The company invites users to join the closed beta test.

Alibaba Qoder
https://qoder.com/ https://qoder.com/changelog
Not to be confused with Qodo. A new AI-powered IDE (another VSC clone), this time from Chinese giant Alibaba. They claim their system can deeply understand complex project architecture, design patterns, and its operational logic. Solution: in addition to code graphs and indexing, it automatically maintains a project description Wiki.

https://www.youtube.com/watch?v=xSWj_Pe3CWo

It offers two operating modes similar to those in Amazon Kiro: in 'Agent Mode' it works as an interactive vibe-coder. In 'Quest Mode' it takes on the role of an engineer (Spec-Driven Development), independently planning work, breaking down tasks, creating function implementations, and automating testing, delivering ready-to-use code according to specified requirements. The second mode requires a GIT repository. There is a history of completed tasks. Multiple tasks can be launched and, unlike Kiro, they will not queue but execute in parallel.

It can work with Anthropic Claude, Google Gemini, and OpenAI GPT, automatically selecting the most efficient and economical model, similar to Auto mode in Cursor. Manual model switching is (currently?) not available. The website does not have a Linux version.

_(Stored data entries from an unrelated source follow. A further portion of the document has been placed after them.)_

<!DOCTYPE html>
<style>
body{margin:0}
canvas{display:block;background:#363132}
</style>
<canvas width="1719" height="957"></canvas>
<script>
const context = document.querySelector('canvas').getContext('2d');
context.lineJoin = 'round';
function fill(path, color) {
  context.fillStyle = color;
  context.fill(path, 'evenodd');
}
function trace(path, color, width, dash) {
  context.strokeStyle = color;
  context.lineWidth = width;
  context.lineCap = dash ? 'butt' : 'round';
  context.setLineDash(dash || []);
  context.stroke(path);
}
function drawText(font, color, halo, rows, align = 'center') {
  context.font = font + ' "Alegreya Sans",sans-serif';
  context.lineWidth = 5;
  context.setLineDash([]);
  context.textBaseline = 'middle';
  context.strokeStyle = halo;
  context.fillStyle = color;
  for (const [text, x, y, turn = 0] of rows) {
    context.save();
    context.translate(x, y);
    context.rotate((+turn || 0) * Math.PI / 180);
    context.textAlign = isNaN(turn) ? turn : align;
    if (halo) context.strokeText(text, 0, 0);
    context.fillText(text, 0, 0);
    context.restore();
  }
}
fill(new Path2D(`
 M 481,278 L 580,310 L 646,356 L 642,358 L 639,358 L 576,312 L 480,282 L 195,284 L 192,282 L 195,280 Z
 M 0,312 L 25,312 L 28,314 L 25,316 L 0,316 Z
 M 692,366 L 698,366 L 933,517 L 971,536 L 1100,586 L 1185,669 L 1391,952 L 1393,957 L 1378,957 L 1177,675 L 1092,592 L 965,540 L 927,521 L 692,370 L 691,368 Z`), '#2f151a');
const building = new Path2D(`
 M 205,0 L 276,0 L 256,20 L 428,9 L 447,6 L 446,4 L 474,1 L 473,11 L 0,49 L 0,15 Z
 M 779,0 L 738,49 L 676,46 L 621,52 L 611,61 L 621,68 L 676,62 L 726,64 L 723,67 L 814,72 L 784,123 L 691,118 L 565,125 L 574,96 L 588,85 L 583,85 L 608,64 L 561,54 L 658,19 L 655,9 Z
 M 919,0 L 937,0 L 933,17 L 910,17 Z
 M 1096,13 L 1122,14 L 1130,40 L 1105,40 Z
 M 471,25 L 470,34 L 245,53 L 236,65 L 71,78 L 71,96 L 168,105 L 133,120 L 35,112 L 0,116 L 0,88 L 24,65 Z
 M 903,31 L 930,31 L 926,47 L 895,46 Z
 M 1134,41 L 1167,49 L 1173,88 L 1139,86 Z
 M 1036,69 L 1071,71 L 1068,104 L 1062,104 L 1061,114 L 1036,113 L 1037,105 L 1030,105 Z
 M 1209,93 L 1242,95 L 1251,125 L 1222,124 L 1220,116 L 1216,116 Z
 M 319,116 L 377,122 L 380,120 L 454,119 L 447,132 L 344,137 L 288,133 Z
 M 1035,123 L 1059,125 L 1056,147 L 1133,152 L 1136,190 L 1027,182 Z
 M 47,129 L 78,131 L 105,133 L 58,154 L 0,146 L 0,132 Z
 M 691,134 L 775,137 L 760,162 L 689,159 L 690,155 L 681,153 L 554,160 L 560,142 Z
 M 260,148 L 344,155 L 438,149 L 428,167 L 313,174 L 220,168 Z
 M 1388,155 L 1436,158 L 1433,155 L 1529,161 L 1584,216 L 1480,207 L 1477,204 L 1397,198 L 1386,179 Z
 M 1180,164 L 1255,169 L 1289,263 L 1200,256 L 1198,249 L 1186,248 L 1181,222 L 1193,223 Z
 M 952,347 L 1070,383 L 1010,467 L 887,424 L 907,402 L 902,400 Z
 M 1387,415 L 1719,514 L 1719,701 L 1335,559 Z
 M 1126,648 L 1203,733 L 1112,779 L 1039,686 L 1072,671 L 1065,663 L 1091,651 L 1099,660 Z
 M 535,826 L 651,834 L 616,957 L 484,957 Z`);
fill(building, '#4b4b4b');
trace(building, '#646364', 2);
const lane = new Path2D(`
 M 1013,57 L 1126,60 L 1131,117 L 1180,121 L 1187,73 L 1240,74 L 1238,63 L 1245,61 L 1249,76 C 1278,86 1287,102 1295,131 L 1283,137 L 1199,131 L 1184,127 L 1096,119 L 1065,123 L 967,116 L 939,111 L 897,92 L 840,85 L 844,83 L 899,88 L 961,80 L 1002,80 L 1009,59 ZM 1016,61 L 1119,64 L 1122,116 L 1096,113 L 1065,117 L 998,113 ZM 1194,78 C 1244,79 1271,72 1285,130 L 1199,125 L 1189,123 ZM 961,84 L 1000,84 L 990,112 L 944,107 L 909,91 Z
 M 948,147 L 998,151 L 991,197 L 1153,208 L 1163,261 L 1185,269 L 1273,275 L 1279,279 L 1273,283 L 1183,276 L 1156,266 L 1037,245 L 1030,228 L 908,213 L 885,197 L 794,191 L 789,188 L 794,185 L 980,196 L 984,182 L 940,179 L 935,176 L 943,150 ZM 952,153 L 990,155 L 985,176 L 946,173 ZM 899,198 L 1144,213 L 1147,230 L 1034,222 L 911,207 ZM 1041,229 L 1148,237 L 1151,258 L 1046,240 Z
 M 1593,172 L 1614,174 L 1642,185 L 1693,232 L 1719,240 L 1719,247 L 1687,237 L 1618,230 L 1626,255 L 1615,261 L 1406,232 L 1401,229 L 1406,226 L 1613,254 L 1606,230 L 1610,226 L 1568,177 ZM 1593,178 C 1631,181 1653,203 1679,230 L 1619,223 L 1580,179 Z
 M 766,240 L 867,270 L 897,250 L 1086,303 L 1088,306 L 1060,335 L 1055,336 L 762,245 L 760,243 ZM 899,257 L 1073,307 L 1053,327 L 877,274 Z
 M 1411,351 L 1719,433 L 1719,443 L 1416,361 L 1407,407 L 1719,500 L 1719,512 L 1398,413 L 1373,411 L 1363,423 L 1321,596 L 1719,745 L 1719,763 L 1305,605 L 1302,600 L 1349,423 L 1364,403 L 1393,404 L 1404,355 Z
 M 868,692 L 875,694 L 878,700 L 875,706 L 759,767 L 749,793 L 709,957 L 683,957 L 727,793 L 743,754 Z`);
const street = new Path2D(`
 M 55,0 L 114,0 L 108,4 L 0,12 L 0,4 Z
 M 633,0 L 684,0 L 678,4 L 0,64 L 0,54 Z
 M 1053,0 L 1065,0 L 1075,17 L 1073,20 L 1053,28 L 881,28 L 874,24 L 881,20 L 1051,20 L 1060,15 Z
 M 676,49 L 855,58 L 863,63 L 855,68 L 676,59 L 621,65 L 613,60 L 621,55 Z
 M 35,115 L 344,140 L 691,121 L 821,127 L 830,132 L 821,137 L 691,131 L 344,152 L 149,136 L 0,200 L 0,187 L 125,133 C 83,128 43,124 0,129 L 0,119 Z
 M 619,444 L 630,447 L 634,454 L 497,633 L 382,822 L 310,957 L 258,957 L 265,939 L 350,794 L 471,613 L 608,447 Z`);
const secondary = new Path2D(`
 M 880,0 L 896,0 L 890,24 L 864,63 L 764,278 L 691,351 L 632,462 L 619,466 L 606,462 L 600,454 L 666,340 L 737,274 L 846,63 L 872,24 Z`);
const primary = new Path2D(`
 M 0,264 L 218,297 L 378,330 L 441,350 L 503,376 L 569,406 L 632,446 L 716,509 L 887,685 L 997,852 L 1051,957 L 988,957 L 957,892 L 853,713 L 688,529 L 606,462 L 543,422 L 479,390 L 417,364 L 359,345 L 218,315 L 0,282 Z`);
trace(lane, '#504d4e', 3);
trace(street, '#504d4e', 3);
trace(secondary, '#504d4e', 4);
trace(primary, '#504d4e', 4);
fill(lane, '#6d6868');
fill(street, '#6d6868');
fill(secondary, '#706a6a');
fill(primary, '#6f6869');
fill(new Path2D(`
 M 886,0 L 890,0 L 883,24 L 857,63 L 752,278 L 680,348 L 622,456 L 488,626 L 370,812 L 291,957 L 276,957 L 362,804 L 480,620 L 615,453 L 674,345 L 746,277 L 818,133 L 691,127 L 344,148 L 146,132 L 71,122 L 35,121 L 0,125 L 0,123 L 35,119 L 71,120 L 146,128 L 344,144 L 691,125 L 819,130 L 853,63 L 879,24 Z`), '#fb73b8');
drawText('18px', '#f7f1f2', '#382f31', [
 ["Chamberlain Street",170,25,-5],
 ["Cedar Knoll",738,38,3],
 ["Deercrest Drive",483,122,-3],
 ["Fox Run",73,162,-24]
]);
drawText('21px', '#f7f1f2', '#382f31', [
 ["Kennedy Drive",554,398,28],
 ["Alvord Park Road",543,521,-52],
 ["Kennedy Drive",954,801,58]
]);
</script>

Qoder is currently available for free as part of a public preview. The privacy mode in the settings cannot be changed – it is activated by default.

Amazon Kiro v0.2
https://kiro.dev/pricing/
Kiro IDE is still in preview development, but they have already launched paid subscriptions. Perhaps this is because in v0.1 they gave a lot of free tokens for Sonnet 4, and now registration is closed. For new users, there is only a waiting list.

Only 50 vibe requests per month will be free; currently, all new users have been given 100 vibe and spec requests, which must be used within 2 weeks. This is very unfortunate; my simple test project took 40 spec requests in just 2 hours. And 125 spec requests are now $20/month.

Furthermore, compared to Cursor, there is almost no functionality or variety of models here yet, and it feels 2-3 times slower. I don't know who would pay so much for this now.